On Sun, Sep 4, 2016 at 2:09 AM, Nick Coghlan <ncoghlan at gmail.com> wrote:
> On 3 September 2016 at 08:50, Chris Angelico <rosuav at gmail.com> wrote:
>> Got it, thanks. I hope the vagaries of linear search don't mess with
>> profilers - a debugger isn't going to be bothered by whether it gets
>> first slot or second, but profiling and performance might get subtle
>> differences based on which thing looks at a function first. A dict
>> would avoid that (constant-time lookups with a pre-selected key will
>> be consistent), but costs a lot more.
>
> Profiling with a debugger enabled is going to see a lot more
> interference from the debugger than it is from a linear search through
> a small tuple for its own state :)

Right; I was contrasting the debugger at one end (linear search is
utterly dwarfed by other costs) with a profiler at the other end
(wants minimal cost, and minimal noise, and a linear search gives cost
and noise).

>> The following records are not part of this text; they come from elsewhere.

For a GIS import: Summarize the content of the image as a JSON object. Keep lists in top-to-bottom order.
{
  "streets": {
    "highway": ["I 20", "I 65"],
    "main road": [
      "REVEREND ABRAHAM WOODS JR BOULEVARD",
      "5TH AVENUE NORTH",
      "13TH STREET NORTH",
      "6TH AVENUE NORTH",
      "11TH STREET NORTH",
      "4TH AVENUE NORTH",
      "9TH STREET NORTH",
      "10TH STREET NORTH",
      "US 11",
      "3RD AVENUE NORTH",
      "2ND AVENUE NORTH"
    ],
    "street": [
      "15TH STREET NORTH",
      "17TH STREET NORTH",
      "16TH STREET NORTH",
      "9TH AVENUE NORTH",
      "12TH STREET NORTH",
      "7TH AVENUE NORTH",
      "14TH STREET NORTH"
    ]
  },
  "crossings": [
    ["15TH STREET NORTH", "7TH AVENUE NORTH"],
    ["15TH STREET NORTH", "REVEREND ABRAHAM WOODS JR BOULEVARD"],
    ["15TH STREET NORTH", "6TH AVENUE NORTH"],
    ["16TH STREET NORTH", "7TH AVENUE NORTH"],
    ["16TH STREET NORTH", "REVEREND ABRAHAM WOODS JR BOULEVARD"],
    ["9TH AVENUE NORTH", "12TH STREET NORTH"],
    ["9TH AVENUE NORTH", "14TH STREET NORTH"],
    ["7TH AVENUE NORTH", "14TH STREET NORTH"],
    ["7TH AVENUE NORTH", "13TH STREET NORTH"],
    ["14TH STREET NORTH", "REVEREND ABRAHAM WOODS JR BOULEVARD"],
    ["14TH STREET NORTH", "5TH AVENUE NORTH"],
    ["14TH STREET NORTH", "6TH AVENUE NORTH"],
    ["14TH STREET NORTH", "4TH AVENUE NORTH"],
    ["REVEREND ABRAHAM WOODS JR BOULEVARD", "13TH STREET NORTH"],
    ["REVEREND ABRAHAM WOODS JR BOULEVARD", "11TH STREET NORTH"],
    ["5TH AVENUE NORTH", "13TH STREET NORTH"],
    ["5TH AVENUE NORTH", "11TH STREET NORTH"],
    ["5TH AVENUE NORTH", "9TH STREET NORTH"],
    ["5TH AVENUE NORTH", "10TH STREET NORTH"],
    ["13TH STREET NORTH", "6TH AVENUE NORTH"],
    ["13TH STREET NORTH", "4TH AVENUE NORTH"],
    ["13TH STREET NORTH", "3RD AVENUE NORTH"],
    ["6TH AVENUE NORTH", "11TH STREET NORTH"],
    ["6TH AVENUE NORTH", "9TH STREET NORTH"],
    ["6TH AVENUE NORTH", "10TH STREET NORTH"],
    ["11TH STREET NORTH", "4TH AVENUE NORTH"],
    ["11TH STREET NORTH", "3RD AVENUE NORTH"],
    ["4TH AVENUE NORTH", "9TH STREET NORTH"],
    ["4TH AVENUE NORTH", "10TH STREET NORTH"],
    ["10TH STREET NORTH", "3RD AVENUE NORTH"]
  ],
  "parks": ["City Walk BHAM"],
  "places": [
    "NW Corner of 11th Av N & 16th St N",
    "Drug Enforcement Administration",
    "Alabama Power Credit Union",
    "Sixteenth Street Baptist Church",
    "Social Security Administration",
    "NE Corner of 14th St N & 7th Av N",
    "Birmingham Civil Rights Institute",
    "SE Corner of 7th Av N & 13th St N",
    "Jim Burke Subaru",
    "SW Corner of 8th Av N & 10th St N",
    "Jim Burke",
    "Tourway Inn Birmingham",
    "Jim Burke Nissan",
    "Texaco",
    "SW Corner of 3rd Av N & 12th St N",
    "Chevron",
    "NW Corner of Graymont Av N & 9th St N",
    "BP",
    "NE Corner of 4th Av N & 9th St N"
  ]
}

In between, an optimizer is an example of something that
could mess with the profiler based on activation ordering (and thus
which one gets first slot).

> Optimising compilers and VM profilers are clearly a case where
> cooperation will be desirable, as are optimising compilers and
> debuggers. However, that cooperation is still going to need to be
> worked out on a pairwise basis - the PEP can't magically make
> arbitrary pairs of plugins compatible, all it can do is define some
> rules and guidelines that make it easier for plugins to cooperate when
> they want to do so.

Obviously, but AIUI the rules sound pretty simple:

1) Base compiler: co_extra = ()
2) Modifier: co_extra += (MyState(),)
3) Repeat #2 for other tools
4) for obj in co_extra: if obj.__class__ is MyState: do stuff

Anyone who puts a non-tuple into co_extra is playing badly with other
people. Anyone who doesn't use a custom class is risking collisions.
Beyond that, it should be pretty straight-forward.